40 Tage nach dem Osterfest und 10 Tage vor Pfingsten feiert die christliche Kirche immer an einem Donnerstag Christi Himmelfahrt. Die Apostelgeschichte berichtet in Kapitel 1, Verse 9 – 14 davon, dass der auferstandene Jesus mit seinen Jüngern zusammen war, als ihn eine Wolke erfasste und in den Himmel trug. Auch zwei der vier kanonischen Evangelien berichten von diesem Ereignis (Markus 16, 19 – 20; Lukas 24, 50 – 53).
 
 
Im folgenden Hauptteil dieses Aufsatzes soll dieses in der Bibel beschriebene Ereignis in dialektischer Weise betrachtet werden.[1]
 



 
Hauptteil:


 
1. These(n) zur Himmelfahrt im christlichen Monotheismus innerhalb der Kirche:





1.1. Der fundamentalistische Bibelzugang will die biblische Schilderung der Himmelfahrt Christi wortwörtlich verstanden wissen.

1.2. Die historisch-kritische Bibelauslegung versteht zwar Jesus von Nazaret als eine historische Person, die tatsächlich gelebt hat. Die historisch-kritische Bibelauslegung kommt jedoch auch zum Ergebnis, dass die Evangelisten nicht den historischen Jesus von Nazaret beschreiben, sondern dass sie diese historische Person bedingt durch den Osterglauben der ersten Jünger mit einem mythologisch bzw. theologisch konstruierten Jesus verknüpft haben. Jesus von Nazaret erhält dabei von den Evangelisten Hoheitstitel wie Messias / Christus, Menschensohn, Herr, Sohn Gottes. Bestimmte neutestamentliche Theologen gehen dabei davon aus, dass die Evangelisten in bestimmten Sätzen etwas beschreiben und dies dabei Jesus quasi in den Mund gelegt haben. Mit anderen Worten: Bestimmte Aussagen in den Evangelien stammen originär nicht von Jesus, sondern sind fiktiv („erfunden“).[2]
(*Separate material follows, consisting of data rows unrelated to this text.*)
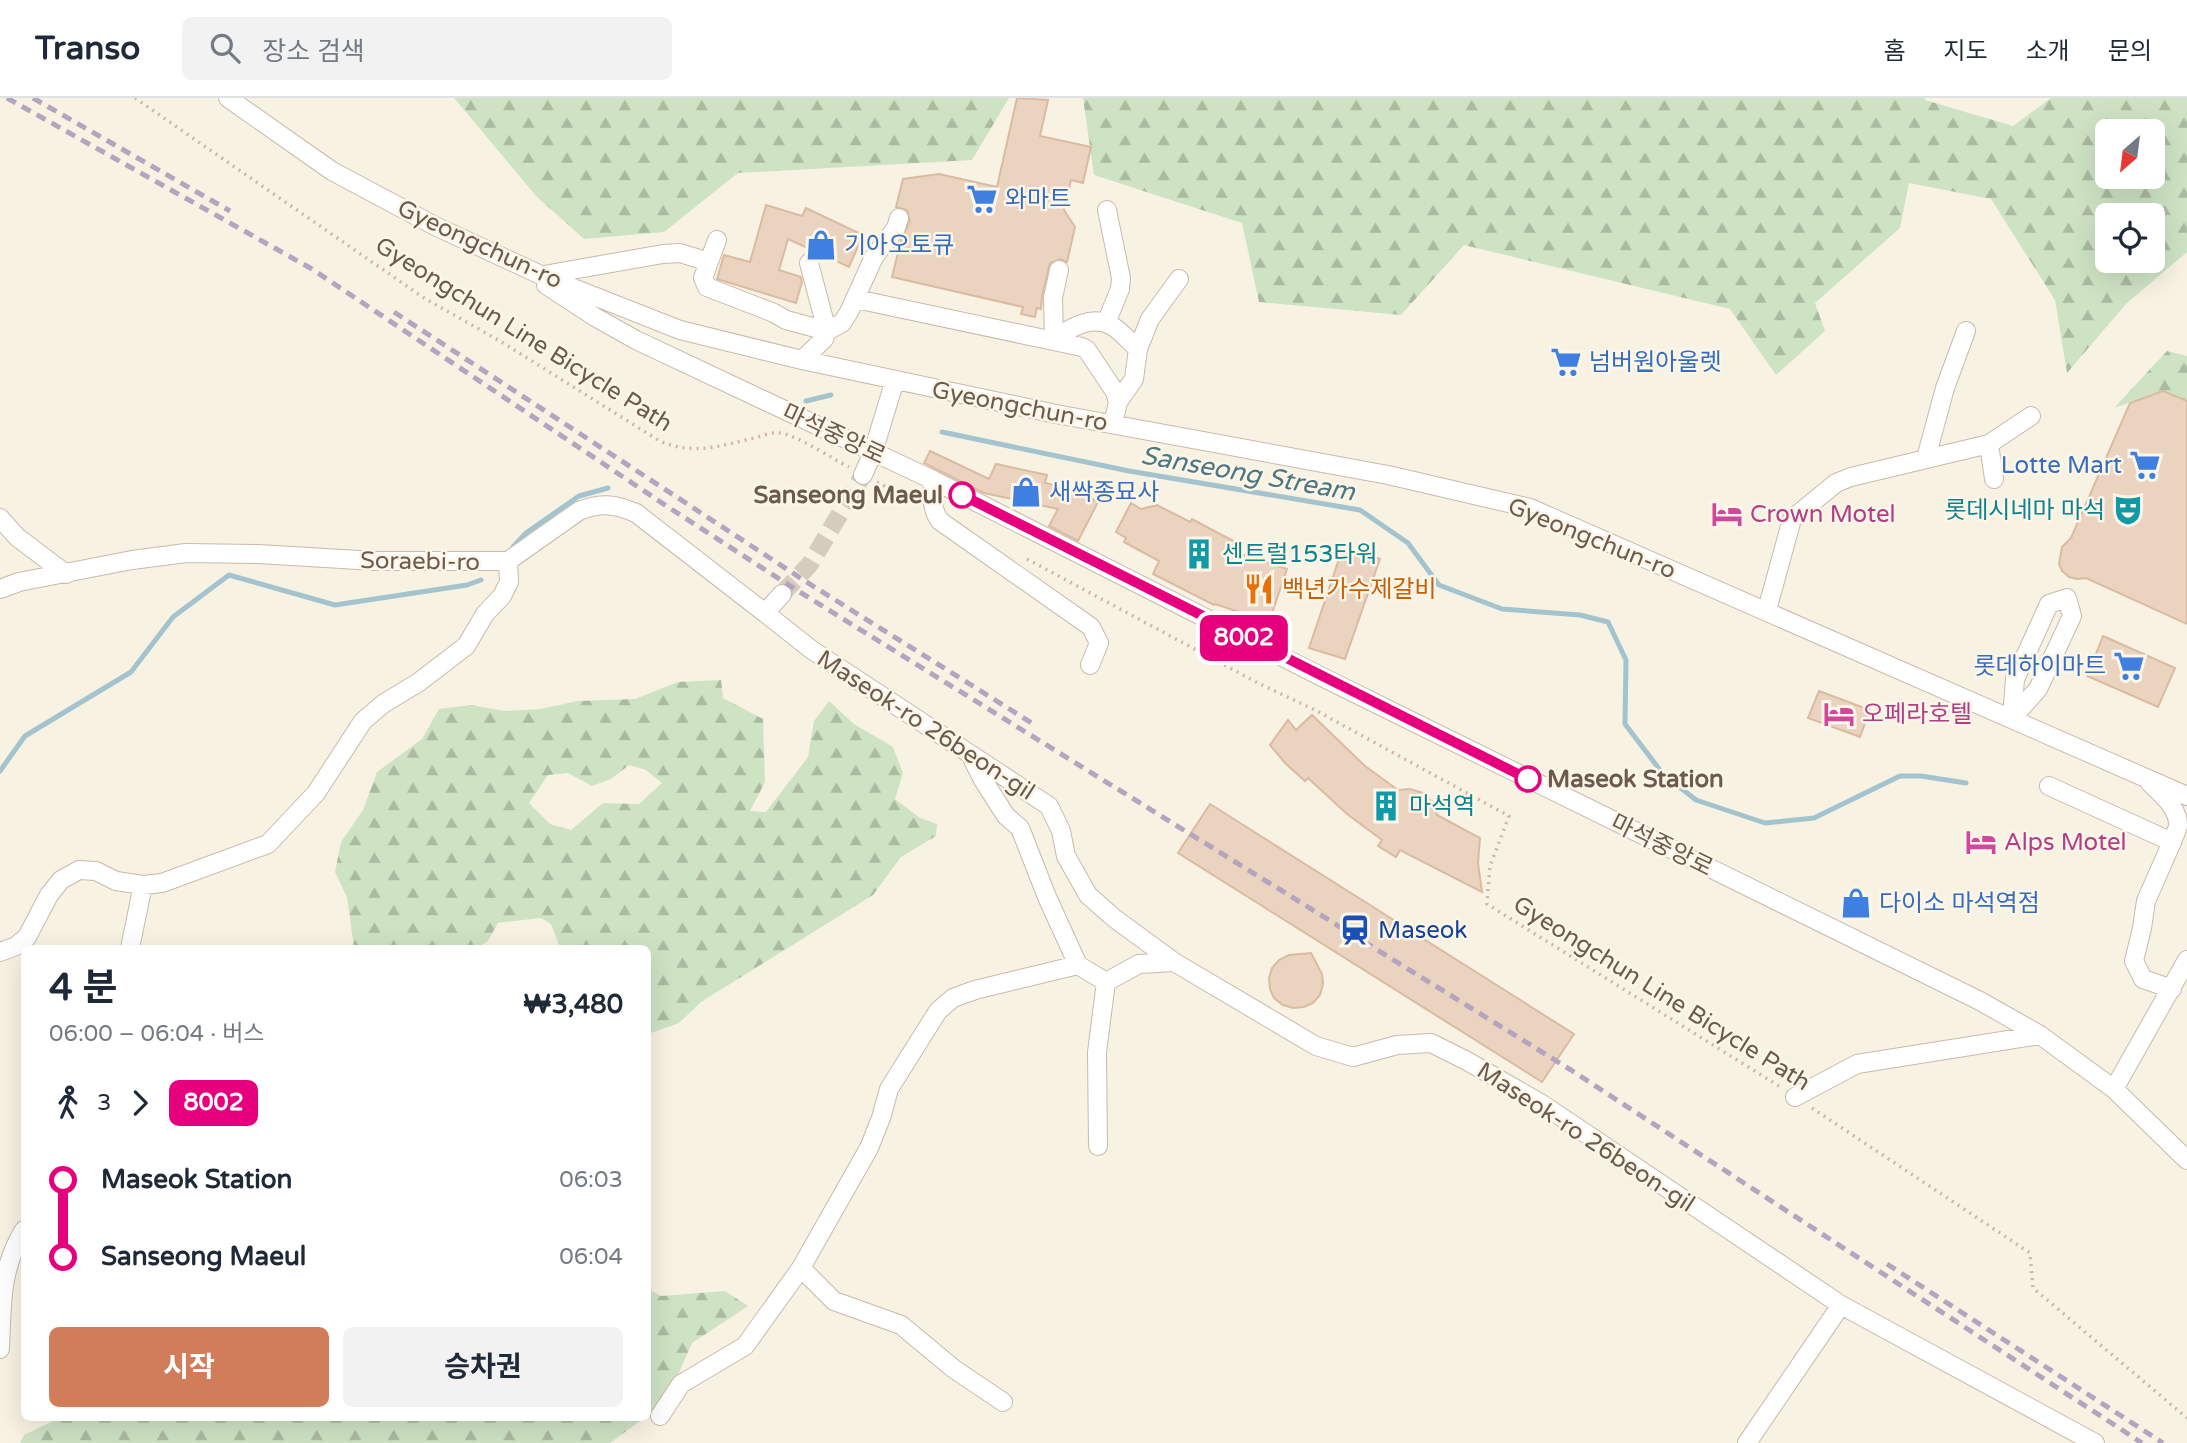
<!DOCTYPE html>
<html lang="ko">
<meta charset="utf-8">
<style>
body{margin:0;font-family:"Varela Round","Noto Sans KR",sans-serif;background:#f2f2f3;color:#1f2937;height:100vh;display:flex;flex-direction:column;font-size:26px;white-space:nowrap}
*{box-sizing:border-box;margin:0}
p{font-size:23px;color:#747a83}
.icon{flex:none;width:38px;height:38px;fill:none;stroke:currentColor;stroke-width:2;stroke-linecap:round;stroke-linejoin:round}
.map{position:relative;flex:1;overflow:hidden}
.panel{position:absolute;left:21px;top:847px;width:630px;height:476px;display:flex;flex-direction:column;background:#fff;border-radius:10px;box-shadow:0 7px 28px #0002}
.panel>*{flex:none}
.badge{padding:0 14px;border-radius:10px;font-size:24px;line-height:46px}
.needle{width:46px;rotate:208deg}
.fabs{position:absolute;left:2095px;top:21px;display:grid;gap:14px}
.fabs a{display:grid;place-items:center;width:70px;height:70px;border-radius:10px;background:#fff;box-shadow:0 7px 28px #0002;font-size:35px}
.map>.badge{position:absolute;translate:-50% -50%;box-shadow:0 0 0 4px #fff}
.legs{display:flex;align-items:center;gap:10px;height:77px;padding:0 28px;font-size:23px}
.legs p{margin-inline-start:auto}
.head{display:flex;align-items:center;justify-content:space-between;height:119px;padding:0 28px}
h1{font-size:38px;font-weight:700;line-height:52px}
.primary-button{display:flex;gap:14px;margin-top:auto;padding:14px 28px}
.primary-button a{flex:1;height:80px;border-radius:10px;background:#d27d59;color:#fff;font-size:28px;font-weight:700;line-height:80px;text-align:center}
.primary-button a+a{background:#f2f2f3;color:#1f2937}
ul{padding:0 28px;list-style:none}
li{display:flex;align-items:center;gap:24px;height:77px;font-size:26px}
li i{display:grid;place-items:center;width:10px;height:100%;margin:0 9px;background:currentColor}
li i::after{content:'';width:18px;height:18px;margin:-9px;border:5px solid;border-radius:50%;background:#fff}
li p{margin-inline-start:auto}
li:first-child i{background:linear-gradient(#0000 50%,currentColor 0)}
li:last-child i{background:linear-gradient(currentColor 50%,#0000 0)}
header{display:flex;align-items:center;gap:42px;box-sizing:border-box;height:98px;padding:0 35px;background:#fff;border-bottom:2px solid #e0e1e3}
header strong{font-size:33px}
nav{display:flex;gap:38px;margin-inline-start:auto;font-size:24px}
.search{width:490px;height:63px;background:#f2f2f3;display:flex;align-items:center;gap:18px;box-sizing:border-box;padding:0 24px;border-radius:10px;color:#747a83;font-size:26px}
.map>svg:first-child{display:block}
.forest{fill:url(#forest-firs);fill-rule:evenodd}
.lines{fill:none;stroke-linecap:round;stroke-linejoin:round}
.stream{stroke:#a3c4cf;stroke-width:5}
.building{fill:#ead3bf;stroke:#dabba2;stroke-width:2}
.minor-tunnel{stroke:#d5ccbe;stroke-width:18;stroke-dasharray:18 9;stroke-linecap:butt}
.minor-casing{stroke:#c7baac;stroke-width:20}
.path{stroke:#ceb7a3;stroke-width:3.5;stroke-dasharray:2 5;stroke-linecap:butt}
.minor{stroke:#fff;stroke-width:18}
.rail{stroke:#b5a4bf;stroke-width:5;stroke-dasharray:10 7;stroke-linecap:butt}
.line-1-casing{stroke:#fff;stroke-width:16}
.line-1{stroke:#e6007e;stroke-width:10}
.stop-1-dot{fill:#fff;stroke:#e6007e;stroke-width:3.5}
.labels{text-anchor:middle;stroke-width:5;stroke-linejoin:round;paint-order:stroke}
.shop-label{font-size:24px;fill:#366cbe;stroke:#fcf6e9;text-anchor:start}
.street-label{font-size:24px;fill:#6c5b4d;stroke:#fcf6e9}
.stop-label{font-size:24px;font-weight:bold;fill:#6c5b4d;stroke:#fcf6e9;text-anchor:end}
.culture-label{font-size:24px;fill:#0d838f;stroke:#fcf6e9;text-anchor:start}
.hotel-label{font-size:24px;fill:#b23c85;stroke:#fcf6e9;text-anchor:start}
.food-label{font-size:24px;fill:#c56008;stroke:#fcf6e9;text-anchor:start}
.transit-label{font-size:24px;fill:#164399;stroke:#fcf6e9;text-anchor:start}
.water-label{font-size:26px;font-style:italic;fill:#4d7683;stroke:#fcf6e9}
</style>
<header>
<strong>Transo</strong>
<div class="search"><svg class="icon" aria-label="search" viewBox="0 0 24 24"><circle cx="10" cy="10" r="6"/><path d="M15 15l6 6"/></svg>장소 검색</div>
<nav><a>홈</a><a>지도</a><a>소개</a><a>문의</a></nav>
</header>
<div class="map">
<svg width="2187" height="1345" viewBox="0 0 2187 1345">
<defs>
<pattern id="forest-firs" width="22" height="20" patternUnits="userSpaceOnUse" patternTransform="scale(1.75)"><rect width="22" height="20" fill="#cee3c4"/><path d="M5 1l3.5 6h-7zM16 11l3.5 6h-7z" fill="#abbba1"/></pattern>
</defs>
<rect width="100%" height="100%" fill="#f8f2e3"/>
<path class="forest" d="M454,0h555l-37,62 -234,13 -74,59 -80,7 -47,-42z
M1083,0h842v2l88,26 38,-28h136v154l-61,52 -59,69 -12,-73 -64,-101 -82,-16 -9,45 -85,75 10,28 -49,44 -46,-66 -266,-64 -63,70 -142,-13 -17,-79 -148,-48zM2107,33h45v46h-45zM2107,117h45v46h-45z
M2167,253l20,5v45l-24,-10 -49,17z
M721,582l2,18 40,21 2,63 -15,29 16,1 42,-55 6,-36 15,-20 25,23 39,23 10,26 -8,26 25,19 17,6 -1,12 -35,21 -28,38 -172,107 -22,21 -31,11v-86h-91l2,-3 -8,-21 -10,-6 -43,5 -10,18 -11,7h-123l-7,-51 -12,-25 6,-30 22,-32 14,-38 45,-33 17,-30 33,-4 32,6 36,-2 38,-8 57,-2 43,-17zM629,667l17,5 16,13 -23,21 -36,-1 -32,27 -21,-6 -21,-21 19,-28 20,-2 24,13 19,-7z
M648,1191l13,7 64,-5 23,15 -56,37 -25,57 -19,15z
M60,1320h584l-34,25h-590l4,-8z"/>
<g class="lines">
<path class="stream" d="M806,303l25,-6
M942,334l187,39 231,39 48,33 31,42 63,24 78,6 28,7 18,38 -1,64 38,50 33,26 69,23 49,-5 86,-42h21l45,7
M513,449l13,-14 53,-37 29,-8
M0,673l25,-35 106,-64 42,-55 56,-42 106,30 132,-20 14,-5"/>
</g>
<path class="building" d="M1017,0l31,2 -8,36 51,11 -8,36 -12,-3 -7,30 11,17 -8,35 -6,-3 -11,4 -8,33 -1,13 -4,-1 -2,9 -14,-3 2,-7 -131,-30 9,-37 9,-19 -3,-11 -11,-3 7,-28 36,-5 58,13z
M766,107l36,11 4,-8 57,27 -14,32 -61,-28 -9,31 22,7 1,5 -6,21 -79,-24 7,-24 26,7z
M2163,293l24,10v223l-101,-46 -9,1 -8,-2 -7,-6 -3,-7 3,-17 9,-9 59,-135z
M930,353l59,28 7,-15 51,11 -2,8 28,6 25,13 -20,39 -29,-15 9,-17 -74,-16 -60,-30z
M1131,405l10,6 16,-4 33,17 2,-3 47,25 -4,8 52,17 -18,53 -54,-18 -1,1 -61,-31 6,-13 -35,-19 2,-4 -10,-6z
M1343,449l37,12 -35,100 -36,-11z
M2103,538l72,32 -17,39 -71,-31z
M1819,593l51,19 -10,27 -52,-19z
M1312,617l53,51 33,24 12,-1 13,4 10,10 4,12 43,23 -2,25 4,29 -82,-42 -4,7 -18,-11 4,-6 -35,-26 -39,-36 -3,3 -20,-18 -15,-18 18,-25 8,10z
M1210,706l364,230 -32,48 -364,-229z
M1311,855l11,21 1,10 -3,11 -7,8 -9,4 -11,1 -10,-3 -9,-7 -4,-9 -1,-11 3,-10 7,-8 10,-5z"/>
<g class="lines">
<path class="minor-tunnel" d="M782,496l28,-30 53,-89"/>
<g class="minor-casing">
<path id="minor" d="M228,0l104,73 103,55 108,50 137,54 122,30 254,54 332,61 142,33 657,288
M717,142l-14,38 4,9 67,26 12,7 41,11 15,-8 7,-11 25,-55 22,-29 3,-10
M544,177l119,-21 17,-1 29,9
M546,187l49,32 41,23 297,140 391,198 656,323 60,34 74,54 73,71
M856,201l226,48 5,3 28,42 3,10 -5,22
M1106,225l14,-34 1,-11 -14,-68
M1054,242c15,-12 39,-26 58,-14 9,5 18,16 26,23
M1054,242l-1,-42 6,-28
M802,262l22,-21 3,-8 -18,-68
M1118,304l16,-23 4,-30 12,-30 29,-40
M1989,346l5,35
M1926,360l19,-70 21,-57
M863,377l10,-23 22,-72
M933,382c-1,15 -2,29 7,41l151,106 8,16 -9,22
M0,420l17,19 49,37
M0,491l19,-7 113,-22 54,-7 72,1 117,7h133l71,-50c21,-9 36,-7 57,2l129,100 17,-19
M2067,500l5,18 -34,73 -26,29 3,-39 34,-75z
M1767,512l25,-91 44,-36 15,-6 138,-33 42,-28
M765,515l47,37 237,156 12,25 5,25 22,39 26,23 60,44 142,84 37,11 44,-12 34,-2 36,18 75,43 299,201 254,138
M972,660l11,22 23,36 14,12 27,69 31,68 28,17 33,-18 35,-2
M2150,685c12,11 29,26 28,43 -1,5 -5,12 -6,16
M2049,688l123,56 -26,59 -4,27 -8,33 9,18 29,10
M130,850l13,-63
M0,854l16,-6 11,-9 22,-42 12,-15 18,-10 17,1 20,10 27,4 19,-2 106,-39 48,-51 47,-72 20,-17 36,-22 47,-36 19,-32 17,-18 7,-14 -1,-21
M2114,991l73,-129
M1795,999l62,-33 183,-29
M1098,1048l-1,-94 9,-70
M801,1170l33,33 67,24 53,44 49,33
M0,1251c2,-44 0,-80 24,-119
M660,1318l21,-32 64,-38 56,-78 68,-120 12,-30 8,-29 49,-78 15,-13 22,-8 103,-25
M1747,1345l94,-138"/>
</g>
<path class="path" d="M135,0l289,200 76,43 158,99c33,16 62,6 96,-2 8,-2 17,-6 26,-5 17,2 52,26 69,34
M877,384l40,21
M1027,461l229,123 59,28 194,106 -19,50 -3,38 295,184
M1812,1010l218,145 3,35 154,130"/>
<use href="#minor" class="minor"/>
<path class="rail" d="M7,0l305,171 356,238 130,84 773,479 571,373
M33,0l197,113
M394,214l411,269 230,144
M1887,1166l276,179"/>
</g>
<g class="lines">
<g class="line-1-casing">
<path id="line-1" d="M962,397l566,284"/>
</g>
<use href="#line-1" class="line-1"/>
</g>
<defs>
<g id="supermarket-bare" transform="scale(2.415)"><path d="M-6-5.5h2.5l.6 2H6L4.5 2H-2.5L-4.4-4H-6ZM-1.5 3.2a1.3 1.3 0 1 0 .1 0ZM3 3.2a1.3 1.3 0 1 0 .1 0Z" fill="#3f7fe0" stroke="#fcf6e9" stroke-width="2.5" paint-order="stroke"/></g>
<g id="shop-bare" transform="scale(2.415)"><path d="M-5-2.5h2.3a2.7 3.5 0 0 1 5.4 0H5L5.5 6h-11ZM-1.5-2.5h3a1.5 2.3 0 0 0-3 0Z" fill="#3f7fe0" stroke="#fcf6e9" stroke-width="2.5" paint-order="stroke"/></g>
<g id="theatre-bare" transform="scale(2.415)"><path d="M-5-5.5Q0-4 5-5.5V0Q5 5 0 6Q-5 5-5 0ZM-3.3-2.5H-1v1.5H-3.3ZM1-2.5H3.3v1.5H1ZM-2.8 1Q0 5.5 2.8 1Z" fill="#0f9aa8" stroke="#fcf6e9" stroke-width="2.5" paint-order="stroke"/></g>
<g id="hotel-bare" transform="scale(2.415)"><path d="M-6-4.5h1.5V1H6V5H4.5V3h-9V5H-6ZM-4 0a1.8 1.8 0 1 1 3.6 0ZM.5 0V-2.5h3Q6-2.5 6 0Z" fill="#d1479c" stroke="#fcf6e9" stroke-width="2.5" paint-order="stroke"/></g>
<g id="building-bare" transform="scale(2.415)"><path d="M-4-6H4V6H1V3H-1V6H-4ZM-2.5-4.3h1.7v1.8h-1.7ZM.8-4.3h1.7v1.8H.8ZM-2.5-1h1.7V.8h-1.7ZM.8-1h1.7V.8H.8Z" fill="#0f9aa8" stroke="#fcf6e9" stroke-width="2.5" paint-order="stroke"/></g>
<g id="restaurant-bare" transform="scale(2.415)"><path d="M-5-6h1v4h1v-4h1v4h1v-4h1v5L-1.5 .5V6h-2V.5L-5-1ZM5-6V6H3V1.5H1.5Q1.5-4 5-6Z" fill="#e8710a" stroke="#fcf6e9" stroke-width="2.5" paint-order="stroke"/></g>
<g id="station-bare" transform="scale(2.415)"><path d="M-3-6H3Q5-6 5-4V2Q5 4 3 4L4.5 6H3L1.5 4h-3L-3 6H-4.5L-3 4Q-5 4-5 2V-4Q-5-6-3-6ZM-3.5-4v3h7v-3ZM-3.5 1v1.5H-2V1ZM2 1v1.5H3.5V1Z" fill="#1a4fb4" stroke="#fcf6e9" stroke-width="2.5" paint-order="stroke"/></g>
</defs>
<g fill-rule="evenodd">
<use href="#supermarket-bare" x="982" y="101"/>
<use href="#shop-bare" x="821" y="147"/>
<use href="#supermarket-bare" x="1566" y="264"/>
<use href="#supermarket-bare" x="2145" y="367"/>
<use href="#shop-bare" x="1026" y="394"/>
<use href="#theatre-bare" x="2128" y="412"/>
<use href="#hotel-bare" x="1727" y="416"/>
<use href="#building-bare" x="1199" y="456"/>
<use href="#restaurant-bare" x="1259" y="491"/>
<use href="#supermarket-bare" x="2129" y="568"/>
<use href="#hotel-bare" x="1839" y="616"/>
<use href="#building-bare" x="1386" y="708"/>
<use href="#hotel-bare" x="1981" y="744"/>
<use href="#shop-bare" x="1856" y="805"/>
<use href="#station-bare" x="1355" y="832"/>
</g>
<g class="stop-1-dot">
<circle cx="962" cy="397" r="12"/>
<circle cx="1528" cy="681" r="12"/>
</g>
<g class="labels">
<g class="shop-label">
<text x="1005" y="109">와마트</text>
<text x="844" y="155">기아오토큐</text>
<text x="1589" y="272">넘버원아울렛</text>
<text x="2122" y="375" text-anchor="end">Lotte Mart</text>
<text x="1049" y="402">새싹종묘사</text>
<text x="2106" y="576" text-anchor="end">롯데하이마트</text>
<text x="1879" y="813">다이소 마석역점</text>
</g>
<g class="street-label">
<text transform="translate(480 146) rotate(25)" y="8">Gyeongchun-ro</text>
<text transform="translate(524 236) rotate(32)" y="8">Gyeongchun Line Bicycle Path</text>
<text transform="translate(1020 308) rotate(11)" y="8">Gyeongchun-ro</text>
<text transform="translate(834 336) rotate(25)" y="8">마석중앙로</text>
<text transform="translate(1592 440) rotate(22)" y="8">Gyeongchun-ro</text>
<text transform="translate(420 463) rotate(1)" y="8">Soraebi-ro</text>
<text transform="translate(926 627) rotate(33)" y="8">Maseok-ro 26beon-gil</text>
<text transform="translate(1662 747) rotate(26)" y="8">마석중앙로</text>
<text transform="translate(1662 895) rotate(32)" y="8">Gyeongchun Line Bicycle Path</text>
<text transform="translate(1586 1039) rotate(33)" y="8">Maseok-ro 26beon-gil</text>
</g>
<g class="stop-label">
<text x="943" y="405">Sanseong Maeul</text>
<text x="1547" y="689" text-anchor="start">Maseok Station</text>
</g>
<g class="culture-label">
<text x="2105" y="420" text-anchor="end">롯데시네마 마석</text>
<text x="1222" y="464">센트럴153타워</text>
<text x="1409" y="716">마석역</text>
</g>
<g class="hotel-label">
<text x="1750" y="424">Crown Motel</text>
<text x="1862" y="624">오페라호텔</text>
<text x="2004" y="752">Alps Motel</text>
</g>
<g class="food-label">
<text x="1282" y="499">백년가수제갈비</text>
</g>
<g class="transit-label">
<text x="1378" y="840">Maseok</text>
</g>
<g class="water-label">
<text transform="translate(1248 375) rotate(10)" y="9">Sanseong Stream</text>
</g>
</g>
</svg>
<div class="fabs">
<a><svg class="needle" viewBox="-14 -14 28 28"><path d="M0-13l5 13h-10z" fill="#e53935"/><path d="M0 13l5-13h-10z" fill="#747a83"/></svg></a>
<a><svg class="icon" aria-label="locate" viewBox="0 0 24 24"><circle cx="12" cy="12" r="6"/><path d="M12 2v4M12 18v4M2 12h4M18 12h4"/></svg></a>
</div>
<b class="badge" style="left:1244px;top:540px;background:#e6007e;color:#fff">8002</b>
<section class="panel">
<div class="head"><div><h1>4 분</h1><p>06:00 – 06:04 · 버스</p></div><b>₩3,480</b></div>
<div class="legs"><svg class="icon" aria-label="walk" viewBox="0 0 24 24"><circle cx="13" cy="4" r="2"/><path d="M13 8l-2 6 4 7M11 14l-3 7M7 12l3-4h3l4 4"/></svg>3<svg class="icon" aria-label="forward" viewBox="0 0 24 24"><path d="M9 5l7 7-7 7"/></svg><b class="badge" style="background:#e6007e;color:#fff">8002</b></div>
<ul>
<li><i style="color:#e6007e"></i><b>Maseok Station</b><p>06:03</p></li>
<li><i style="color:#e6007e"></i><b>Sanseong Maeul</b><p>06:04</p></li>
</ul>
<div class="primary-button"><a>시작</a><a>승차권</a></div>
</section>
</div>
Weiterhin ist zu fragen, ob der historische Jesus sich selbst überhaupt als Sohn Gottes verstand.

Spätestens mit dem Neutestamentler Rudolf Bultmann (1884 – 1976) beginnt ein Wendepunkt - besonders innerhalb der protestantischen Theologie (Programm der Entmythologisierung als bestimmtes hermeneutisches Verfahren). So schreibt Joseph Ratzinger, der spätere Papst Benedikt XVI., im Jahr 1968 in seinem Buch „Einführung in das Christentum“ (Zitat):
 
 
„Die Rede von der Himmelfahrt bedeutet unserer von Bultmann kritisch erweckten Generation zusammen mit derjenigen vom Höllenabstieg den Ausdruck jenes dreistöckigen Weltbildes, das wir mythisch nennen und für definitiv überwunden ansehen. […].“[3] Ratzinger schreibt weiter (Zitat): „Der Himmel ist zu definieren als das Sichberühren des Wesens Mensch mit dem Wesen Gott; dieses Ineinstreten von Gott und Mensch ist in Christus mit seinem Übertritt über den Bios durch den Tod hindurch zum neuen Leben endgültig geschehen. Himmel ist demnach jene Zukunft des Menschen und der Menschheit, die diese sich selbst nicht geben kann, die ihr daher, solange sie nur auf sich selbst wartet, verschlossen ist und die erstmals und grundlegend eröffnet worden ist in dem Menschen, dessen Existenzort Gott war und durch den Gott ins Wesen Mensch eingetreten ist.“[4]
 
 
Die Himmelfahrt Christi ermöglicht nach Meinung von Ratzinger eine Öffnung des Himmels als eine mögliche Zukunft des Menschen und der Menschheit.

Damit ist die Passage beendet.